### ABOUT THIS TASK
Look through the lines below and extract each one that contains "view".

### Records from a dataset
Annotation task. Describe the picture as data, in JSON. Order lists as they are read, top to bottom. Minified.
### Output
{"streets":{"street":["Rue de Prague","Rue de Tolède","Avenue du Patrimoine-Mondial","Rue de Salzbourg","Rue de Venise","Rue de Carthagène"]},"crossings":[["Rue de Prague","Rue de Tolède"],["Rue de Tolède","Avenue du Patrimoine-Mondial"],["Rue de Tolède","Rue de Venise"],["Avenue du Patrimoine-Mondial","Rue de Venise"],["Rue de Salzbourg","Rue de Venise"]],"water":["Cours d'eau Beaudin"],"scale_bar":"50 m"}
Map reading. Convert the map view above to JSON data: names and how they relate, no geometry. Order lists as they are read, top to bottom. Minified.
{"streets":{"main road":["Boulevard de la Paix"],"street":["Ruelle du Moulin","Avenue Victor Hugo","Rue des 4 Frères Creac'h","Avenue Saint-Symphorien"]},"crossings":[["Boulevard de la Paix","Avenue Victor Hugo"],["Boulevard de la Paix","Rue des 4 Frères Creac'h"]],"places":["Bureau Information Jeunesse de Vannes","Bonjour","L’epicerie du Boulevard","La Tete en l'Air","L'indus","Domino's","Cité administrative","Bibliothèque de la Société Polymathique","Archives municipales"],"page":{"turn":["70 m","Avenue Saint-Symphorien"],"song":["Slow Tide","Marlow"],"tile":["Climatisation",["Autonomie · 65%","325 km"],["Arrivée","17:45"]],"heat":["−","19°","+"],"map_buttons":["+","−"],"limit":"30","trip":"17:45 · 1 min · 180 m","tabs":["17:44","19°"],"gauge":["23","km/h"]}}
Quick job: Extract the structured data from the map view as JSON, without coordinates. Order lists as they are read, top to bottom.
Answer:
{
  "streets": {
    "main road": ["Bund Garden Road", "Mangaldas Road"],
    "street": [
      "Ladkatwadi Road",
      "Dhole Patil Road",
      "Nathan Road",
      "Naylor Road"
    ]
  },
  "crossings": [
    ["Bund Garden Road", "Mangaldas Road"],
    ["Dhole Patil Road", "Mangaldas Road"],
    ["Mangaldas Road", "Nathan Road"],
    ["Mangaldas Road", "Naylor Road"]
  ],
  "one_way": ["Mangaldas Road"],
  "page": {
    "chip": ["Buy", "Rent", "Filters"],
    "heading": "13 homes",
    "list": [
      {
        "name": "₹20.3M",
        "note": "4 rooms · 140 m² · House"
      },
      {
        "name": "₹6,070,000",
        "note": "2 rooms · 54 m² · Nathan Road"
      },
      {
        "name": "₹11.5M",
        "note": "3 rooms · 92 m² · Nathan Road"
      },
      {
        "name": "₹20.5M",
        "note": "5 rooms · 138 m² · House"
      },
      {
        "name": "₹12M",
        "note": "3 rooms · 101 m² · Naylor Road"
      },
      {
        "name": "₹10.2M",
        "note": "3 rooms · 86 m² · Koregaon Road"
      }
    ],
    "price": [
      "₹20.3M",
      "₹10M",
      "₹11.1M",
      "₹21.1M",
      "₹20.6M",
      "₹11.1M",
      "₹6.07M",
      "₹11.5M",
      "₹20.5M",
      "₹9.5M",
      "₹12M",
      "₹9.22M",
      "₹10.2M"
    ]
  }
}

### RESPONSE
Map reading. Convert the map view above to JSON data: names and how they relate, no geometry. Order lists as they are read, top to bottom. Minified.
Quick job: Extract the structured data from the map view as JSON, without coordinates. Order lists as they are read, top to bottom.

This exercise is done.